Dataset entries
----------------------------------------

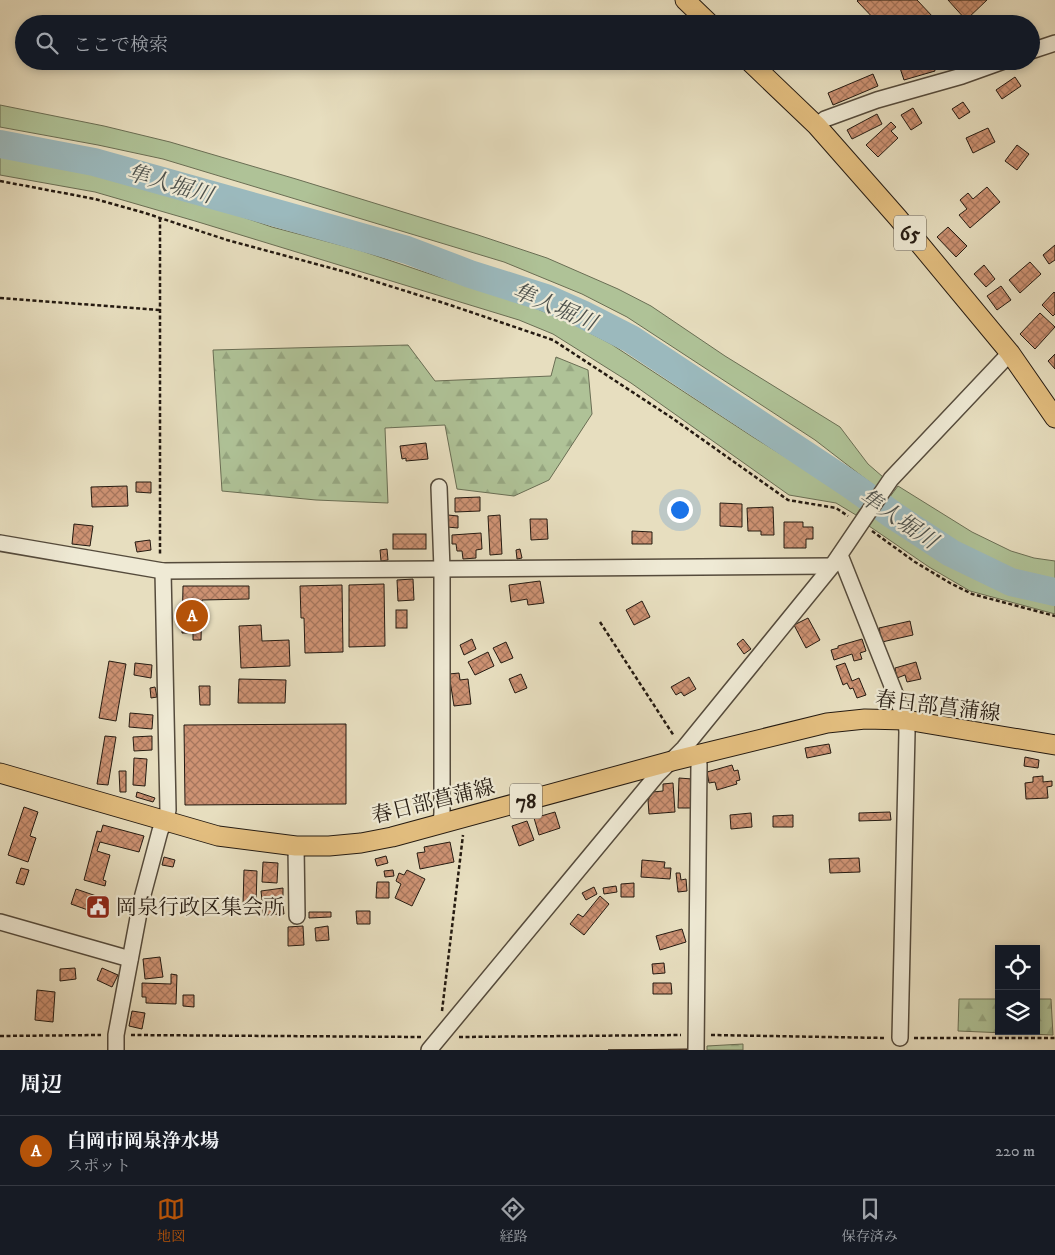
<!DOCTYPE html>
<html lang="ja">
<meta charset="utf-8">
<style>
body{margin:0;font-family:"IM FELL DW Pica","Noto Serif JP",serif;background:#242831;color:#f1f3f6}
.controls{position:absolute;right:15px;bottom:15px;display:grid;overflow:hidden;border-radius:0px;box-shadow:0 2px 8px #0003}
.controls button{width:45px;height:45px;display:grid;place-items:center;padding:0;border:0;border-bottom:1px solid #363941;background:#171b24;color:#f1f3f6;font:25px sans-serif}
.you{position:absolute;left:679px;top:509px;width:18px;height:18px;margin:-12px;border:4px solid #fff;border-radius:50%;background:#1a73e8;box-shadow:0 0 0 8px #1a73e833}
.badge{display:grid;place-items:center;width:32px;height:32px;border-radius:50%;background:#b45309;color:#fff;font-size:16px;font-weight:700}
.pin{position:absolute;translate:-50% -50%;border:2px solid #fff;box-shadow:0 1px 5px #0006}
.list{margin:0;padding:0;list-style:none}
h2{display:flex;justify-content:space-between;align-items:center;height:65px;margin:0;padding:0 20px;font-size:21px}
h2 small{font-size:16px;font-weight:400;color:#9ea1a6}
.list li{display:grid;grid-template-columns:32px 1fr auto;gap:15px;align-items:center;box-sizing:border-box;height:70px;padding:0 20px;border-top:1px solid #363941}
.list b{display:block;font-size:19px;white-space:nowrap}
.list p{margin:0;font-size:16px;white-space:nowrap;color:#9ea1a6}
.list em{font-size:16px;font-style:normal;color:#9ea1a6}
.icon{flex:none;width:28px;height:28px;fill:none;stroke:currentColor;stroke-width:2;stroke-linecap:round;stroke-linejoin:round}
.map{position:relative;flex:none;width:1055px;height:1050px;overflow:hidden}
.search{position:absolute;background:#171b24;box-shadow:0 2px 8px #0003;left:15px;right:15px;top:15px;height:55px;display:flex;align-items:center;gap:12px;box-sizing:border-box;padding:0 18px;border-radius:28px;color:#9ea1a6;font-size:19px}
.sheet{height:135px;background:#171b24}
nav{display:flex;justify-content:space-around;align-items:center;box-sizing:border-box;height:70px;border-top:1px solid #363941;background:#171b24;font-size:14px;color:#9ea1a6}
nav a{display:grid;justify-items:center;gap:2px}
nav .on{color:#b45309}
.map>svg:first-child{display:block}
.green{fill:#afc297;stroke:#6a6e54}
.forest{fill:url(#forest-firs);stroke:#6a6e54}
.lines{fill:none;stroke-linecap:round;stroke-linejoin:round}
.river{stroke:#9bb9bd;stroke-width:28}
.building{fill:url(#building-cross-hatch);stroke:#241a11}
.minor-casing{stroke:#554b3c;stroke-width:18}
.major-casing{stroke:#241a11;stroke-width:21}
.path{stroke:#241a11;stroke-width:2.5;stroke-dasharray:4 2.5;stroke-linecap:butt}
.minor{stroke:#efead5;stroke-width:15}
.major{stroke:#e4bf80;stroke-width:19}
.labels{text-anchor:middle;stroke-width:4.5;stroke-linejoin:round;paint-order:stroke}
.shield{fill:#efead5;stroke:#61584c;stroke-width:1}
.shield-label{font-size:20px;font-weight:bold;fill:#241a11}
.street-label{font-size:21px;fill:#241a11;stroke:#efead5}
.poi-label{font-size:21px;fill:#241a11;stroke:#efead5;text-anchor:start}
.water-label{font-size:22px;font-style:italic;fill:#4e524d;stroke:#efead5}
</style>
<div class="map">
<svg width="1055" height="1050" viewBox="0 0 1055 1050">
<defs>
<pattern id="forest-firs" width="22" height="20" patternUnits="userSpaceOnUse" patternTransform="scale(1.25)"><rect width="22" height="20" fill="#afc297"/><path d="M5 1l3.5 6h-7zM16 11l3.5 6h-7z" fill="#96a681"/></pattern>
<pattern id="building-cross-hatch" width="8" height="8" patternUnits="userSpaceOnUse" patternTransform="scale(1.25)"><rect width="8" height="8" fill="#cd9273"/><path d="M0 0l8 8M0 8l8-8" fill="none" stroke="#a6765d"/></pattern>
</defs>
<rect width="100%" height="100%" fill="#e7debf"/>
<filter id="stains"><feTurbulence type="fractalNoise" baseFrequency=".004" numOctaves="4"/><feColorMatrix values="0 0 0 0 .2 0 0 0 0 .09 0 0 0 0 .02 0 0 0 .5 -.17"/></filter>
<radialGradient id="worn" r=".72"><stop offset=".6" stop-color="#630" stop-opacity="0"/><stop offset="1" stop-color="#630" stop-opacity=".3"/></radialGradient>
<g class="green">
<polygon points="0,105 104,126 170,142 296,179 478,235 547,258 618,289 651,306 725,356 840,427 868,464 883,477 876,487 815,440 711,372 627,317 582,294 504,262 163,159 98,145 0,127"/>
<polygon points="0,157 98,174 199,202 272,227 359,250 439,277 511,298 571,323 611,344 753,437 863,505 856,515 836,503 789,495 631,383 553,334 519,320 195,221 95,192 0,175"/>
<polygon points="898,486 972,532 1011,551 1034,558 1055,561 1055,582 1013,575 978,558 933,532 914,518 907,509 889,498"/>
<polygon points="876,514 956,564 1001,585 1055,599 1055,614 970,591 929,567 869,526"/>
</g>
<g class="forest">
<polygon points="408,345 435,381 551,376 556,357 588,370 592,414 549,480 514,496 457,489 445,425 385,428 388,503 316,500 222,491 213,350"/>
<polygon points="959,999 999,999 999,1031 1036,1031 1036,999 1051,999 1053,1035 958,1031"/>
<polygon points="743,1044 743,1050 707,1050 707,1046"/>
</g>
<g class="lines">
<polyline class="river" points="0,144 94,162 287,216 407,250 470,274 546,298 582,314 631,339 851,485 893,515 951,553 1011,582 1055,592"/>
</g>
<g class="building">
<polygon points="858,0 917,0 933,17 925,24 879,24 857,1"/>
<polygon points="948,0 987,0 966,20"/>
<polygon points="926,61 933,61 935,71 904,80 900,68"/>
<polygon points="873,74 878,86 833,105 828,93"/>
<polygon points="1015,77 1021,86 1002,99 996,90"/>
<polygon points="963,102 970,112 959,119 952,109"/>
<polygon points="913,108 922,123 911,130 901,115"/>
<polygon points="877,114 882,124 852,139 847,130"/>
<polygon points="891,122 896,127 891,131 898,138 878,157 866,145"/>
<polygon points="988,128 995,142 973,153 966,138"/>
<polygon points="1017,145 1029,154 1017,170 1005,161"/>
<polygon points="987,187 1000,202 970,228 959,215 967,209 960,200 968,193 973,199"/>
<polygon points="948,227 967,246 956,257 937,237"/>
<polygon points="1055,245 1055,260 1049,264 1043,255"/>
<polygon points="1030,262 1041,274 1020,293 1009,280"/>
<polygon points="984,265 995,279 986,287 974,274"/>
<polygon points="1001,286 1011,300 997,310 987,296"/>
<polygon points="1054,292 1055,293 1055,314 1053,316 1042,305"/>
<polygon points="1040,313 1055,327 1035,349 1020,334"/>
<polygon points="1055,354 1055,369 1048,361"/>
<polygon points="426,443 428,459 406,461 406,458 402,459 400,446"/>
<polygon points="136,482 151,482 151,493 136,492"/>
<polygon points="127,486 128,506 92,507 91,487"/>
<polygon points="480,497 480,511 455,512 455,498"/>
<polygon points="720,503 742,504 742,527 720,526"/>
<polygon points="773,507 774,535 761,535 761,531 748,531 747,508"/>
<polygon points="448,515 458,516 458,528 447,527"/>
<polygon points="500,515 502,554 490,555 488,516"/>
<polygon points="530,519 547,519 548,539 531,540"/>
<polygon points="784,522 803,522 803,527 813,527 813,539 806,539 806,548 784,548"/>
<polygon points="74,524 93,526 90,546 72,544"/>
<polygon points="632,531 652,532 652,544 632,544"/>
<polygon points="481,533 482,549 476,550 476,558 463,559 462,551 457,551 456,544 452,544 452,535"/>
<rect x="393" y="534" width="33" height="15"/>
<polygon points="150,540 151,550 137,552 135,542"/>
<polygon points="387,549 388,560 381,561 380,550"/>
<polygon points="520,549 522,558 517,559 516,550"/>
<polygon points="413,579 414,600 398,601 397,580"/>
<polygon points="540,581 544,603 528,605 527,599 511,602 509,585"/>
<polygon points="384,584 385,646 349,647 349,585"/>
<polygon points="342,585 343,652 305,653 304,618 301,618 300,586"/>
<polygon points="183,586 249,586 249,599 202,600 201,640 193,640 193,633 182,633"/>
<polygon points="642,601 650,617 634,625 626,610"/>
<rect x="396" y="610" width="11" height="18"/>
<polygon points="808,618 820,640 806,648 794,625"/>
<polygon points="910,621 913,635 882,642 879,628"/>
<polygon points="261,625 262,641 289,640 290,666 241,668 239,626"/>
<polygon points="472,639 476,649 464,655 460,645"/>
<polygon points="743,639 751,649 744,654 737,644"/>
<polygon points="862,639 866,651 860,653 862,659 854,661 852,654 834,660 831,650 838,648 838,646"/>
<polygon points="506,642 513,658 501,663 493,648"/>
<polygon points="488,652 494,666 475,675 468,662"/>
<polygon points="109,661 126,664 116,721 99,718"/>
<polygon points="916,662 921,679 907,682 905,675 897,678 895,668"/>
<polygon points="135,663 152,665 151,678 134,675"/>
<polygon points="845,663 852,681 859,678 866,695 857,698 853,688 850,689 847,683 843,685 836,666"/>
<polygon points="459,673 460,680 468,679 471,704 454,706 449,674"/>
<polygon points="521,674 527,688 515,693 509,679"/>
<polygon points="689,677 696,689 684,696 681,692 676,695 671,687"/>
<polygon points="239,679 286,680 285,703 238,703"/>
<polygon points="199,686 210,686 210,705 200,705"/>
<polygon points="155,687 157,697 151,698 150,688"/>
<polygon points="130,713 153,715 152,729 129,727"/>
<polygon points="346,724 346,804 185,805 184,725"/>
<polygon points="105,736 116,737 108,785 97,784"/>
<polygon points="152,736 152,750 134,751 133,737"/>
<polygon points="829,744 831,753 807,758 805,748"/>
<polygon points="1025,757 1039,760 1038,768 1024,766"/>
<polygon points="134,758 147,759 145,786 133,785"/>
<polygon points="732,765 734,771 738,770 740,780 736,781 737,784 717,790 715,782 709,783 707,772"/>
<polygon points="119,771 126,771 126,792 120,792"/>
<polygon points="1043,776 1043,782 1052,781 1052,786 1047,787 1048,798 1026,799 1025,783 1033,782 1033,777"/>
<polygon points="679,778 692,779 691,808 678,808"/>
<polygon points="673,783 675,812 649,814 648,800 653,792 663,791 663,784"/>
<polygon points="137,792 155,798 153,802 136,797"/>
<polygon points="24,807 38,812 30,836 36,838 28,862 8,855"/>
<polygon points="555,812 560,828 539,835 534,818"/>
<polygon points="890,812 891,820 859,821 859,813"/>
<polygon points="751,813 752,827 731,829 730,815"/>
<polygon points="793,815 793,827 773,827 773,816"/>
<polygon points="527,821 534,840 519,846 512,826"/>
<polygon points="103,825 144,836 139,852 100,842 97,851 110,855 103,880 106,881 105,886 84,880 97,831 101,832"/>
<polygon points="450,842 454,862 420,869 417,853 425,852 424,847"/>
<polygon points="386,856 388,863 377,866 375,859"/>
<polygon points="164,857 175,860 173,867 162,865"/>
<polygon points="859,858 860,872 830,873 829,859"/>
<polygon points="642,860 665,862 664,868 671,868 670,879 641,877"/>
<polygon points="263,862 278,863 277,883 262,882"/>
<polygon points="21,868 29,870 24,885 16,883"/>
<polygon points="244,870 257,871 256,905 243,905"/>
<polygon points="393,870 394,876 385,877 384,871"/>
<polygon points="407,870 425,879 412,906 395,898 401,884 396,881 399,873 404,875"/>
<polygon points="676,873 680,873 681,880 686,879 687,891 678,892"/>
<polygon points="377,882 389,882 389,898 376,898"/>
<polygon points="634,883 634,897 621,897 621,884"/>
<polygon points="616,886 617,892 604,894 603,888"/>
<polygon points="594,887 597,894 586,900 582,893"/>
<polygon points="283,888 283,897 262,900 261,891"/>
<polygon points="76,889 108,900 102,915 71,904"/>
<polygon points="600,896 609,904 584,935 570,924 578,914 583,917"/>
<polygon points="283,906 284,914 263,915 263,907"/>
<polygon points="356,911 370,911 370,924 357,924"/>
<polygon points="309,912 331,912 331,917 309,918"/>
<polygon points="303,926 304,945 288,946 288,927"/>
<polygon points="328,926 329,940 316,941 315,928"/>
<polygon points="682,929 686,942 660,950 656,936"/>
<polygon points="160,957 163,977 145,979 143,959"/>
<polygon points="664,963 665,973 653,974 652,964"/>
<polygon points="75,968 76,979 60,981 60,969"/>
<polygon points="102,968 118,975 112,987 97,980"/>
<polygon points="171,974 177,975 176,1004 146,1003 146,997 142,997 142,983 171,984"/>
<polygon points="653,983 671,983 672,994 653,994"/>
<polygon points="37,990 55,992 53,1022 35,1020"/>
<polygon points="183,995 194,995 194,1007 183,1006"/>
<polygon points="132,1011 145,1013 142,1029 129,1026"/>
<polygon points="687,1049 687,1050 608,1050"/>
</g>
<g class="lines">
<defs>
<g id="minor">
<polyline points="1031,51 1055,43"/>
<polyline points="817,126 825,119 877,100 962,76 1004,61"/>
<polyline points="439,487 442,569 442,813 441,824"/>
<polyline points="0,543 163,571 832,566"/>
<polyline points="840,555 902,711 906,720 907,732 900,1038"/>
<polyline points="296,846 297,916"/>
<polyline points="0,922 130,959"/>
<polyline points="116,1050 116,1035 141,902 160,831 165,821 168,810 163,571"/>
<polyline points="429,1050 657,775 684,748 832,566 891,479 1010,353"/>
<polyline points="696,1050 699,765 698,755"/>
</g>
<g id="major">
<polyline points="685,0 710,24"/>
<polyline points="749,61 817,126 898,218 1010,353 1055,418"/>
<polyline points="0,773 218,836 296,846 329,846 361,843 392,837 672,761 827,723 865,719 906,720 1055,745"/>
</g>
</defs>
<use href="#minor" class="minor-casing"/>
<use href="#major" class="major-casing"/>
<g class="path">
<polyline points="0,181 95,199 145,213 227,240 342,271 450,305 553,340 672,418 788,500 836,508 848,516"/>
<polyline points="160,218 160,556"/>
<polyline points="0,298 160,310"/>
<polyline points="872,531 915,562 950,583 972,594 1055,616"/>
<polyline points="600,622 674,736"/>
<polyline points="442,1011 463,835"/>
<polyline points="131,1035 421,1037"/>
<polyline points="711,1035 886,1038"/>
<polyline points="0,1036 101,1035"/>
<polyline points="459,1037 681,1035"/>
<polyline points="914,1038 1055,1038"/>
</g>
<use href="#minor" class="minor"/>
<use href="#major" class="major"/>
</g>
<defs>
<symbol id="civic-square" viewBox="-11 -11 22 22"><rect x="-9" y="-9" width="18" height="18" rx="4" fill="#8f2418" stroke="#efead5"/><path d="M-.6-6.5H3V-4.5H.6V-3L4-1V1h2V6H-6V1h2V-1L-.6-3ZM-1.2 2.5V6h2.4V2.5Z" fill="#fff"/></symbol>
</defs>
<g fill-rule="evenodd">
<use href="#civic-square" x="84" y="893" width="28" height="28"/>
</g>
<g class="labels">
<g class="shield">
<rect x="894" y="215.5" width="32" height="35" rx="4"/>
<rect x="510" y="783.5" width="32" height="35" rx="4"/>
</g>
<g class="shield-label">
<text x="910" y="240">65</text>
<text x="526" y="808">78</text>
</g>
<g class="street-label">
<text transform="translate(938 706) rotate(7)" y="7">春日部菖蒲線</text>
<text transform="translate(433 801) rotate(-14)" y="7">春日部菖蒲線</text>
</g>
<g class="poi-label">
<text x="116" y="914">岡泉行政区集会所</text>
</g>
<g class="water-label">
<text transform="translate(170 183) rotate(16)" y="8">隼人堀川</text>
<text transform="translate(555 306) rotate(23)" y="8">隼人堀川</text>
<text transform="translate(899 518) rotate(34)" y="8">隼人堀川</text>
</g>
</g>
<rect width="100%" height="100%" filter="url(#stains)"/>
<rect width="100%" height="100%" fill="url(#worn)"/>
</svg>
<div class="controls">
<button><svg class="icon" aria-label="locate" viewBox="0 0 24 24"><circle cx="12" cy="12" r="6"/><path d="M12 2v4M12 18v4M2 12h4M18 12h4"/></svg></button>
<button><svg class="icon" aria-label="layers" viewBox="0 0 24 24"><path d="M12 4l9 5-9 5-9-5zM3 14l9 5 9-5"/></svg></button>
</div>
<div class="you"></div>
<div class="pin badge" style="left:192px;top:616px">A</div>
<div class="search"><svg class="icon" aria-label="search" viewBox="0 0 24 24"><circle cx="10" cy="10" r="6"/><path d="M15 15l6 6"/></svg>ここで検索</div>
</div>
<section class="sheet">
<h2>周辺<small></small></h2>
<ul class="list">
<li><span class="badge">A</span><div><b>白岡市岡泉浄水場</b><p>スポット</p></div><em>220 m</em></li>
</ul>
</section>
<nav>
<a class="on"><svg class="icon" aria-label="map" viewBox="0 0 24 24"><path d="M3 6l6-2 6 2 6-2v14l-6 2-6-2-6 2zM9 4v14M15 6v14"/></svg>地図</a>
<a><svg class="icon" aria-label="directions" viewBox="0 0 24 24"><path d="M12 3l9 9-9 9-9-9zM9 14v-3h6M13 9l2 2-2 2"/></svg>経路</a>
<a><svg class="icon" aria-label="saved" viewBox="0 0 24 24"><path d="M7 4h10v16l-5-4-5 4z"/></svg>保存済み</a>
</nav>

----------------------------------------

## Required work:
Look above for the line with "1l3.5 6h-7zM16 11l3.5" and the line with "0 0 0 0 .09". Retype those two lines and every line between them exactly, adding nothing.

## Solution to the problem:
<pattern id="forest-firs" width="22" height="20" patternUnits="userSpaceOnUse" patternTransform="scale(1.25)"><rect width="22" height="20" fill="#afc297"/><path d="M5 1l3.5 6h-7zM16 11l3.5 6h-7z" fill="#96a681"/></pattern>
<pattern id="building-cross-hatch" width="8" height="8" patternUnits="userSpaceOnUse" patternTransform="scale(1.25)"><rect width="8" height="8" fill="#cd9273"/><path d="M0 0l8 8M0 8l8-8" fill="none" stroke="#a6765d"/></pattern>
</defs>
<rect width="100%" height="100%" fill="#e7debf"/>
<filter id="stains"><feTurbulence type="fractalNoise" baseFrequency=".004" numOctaves="4"/><feColorMatrix values="0 0 0 0 .2 0 0 0 0 .09 0 0 0 0 .02 0 0 0 .5 -.17"/></filter>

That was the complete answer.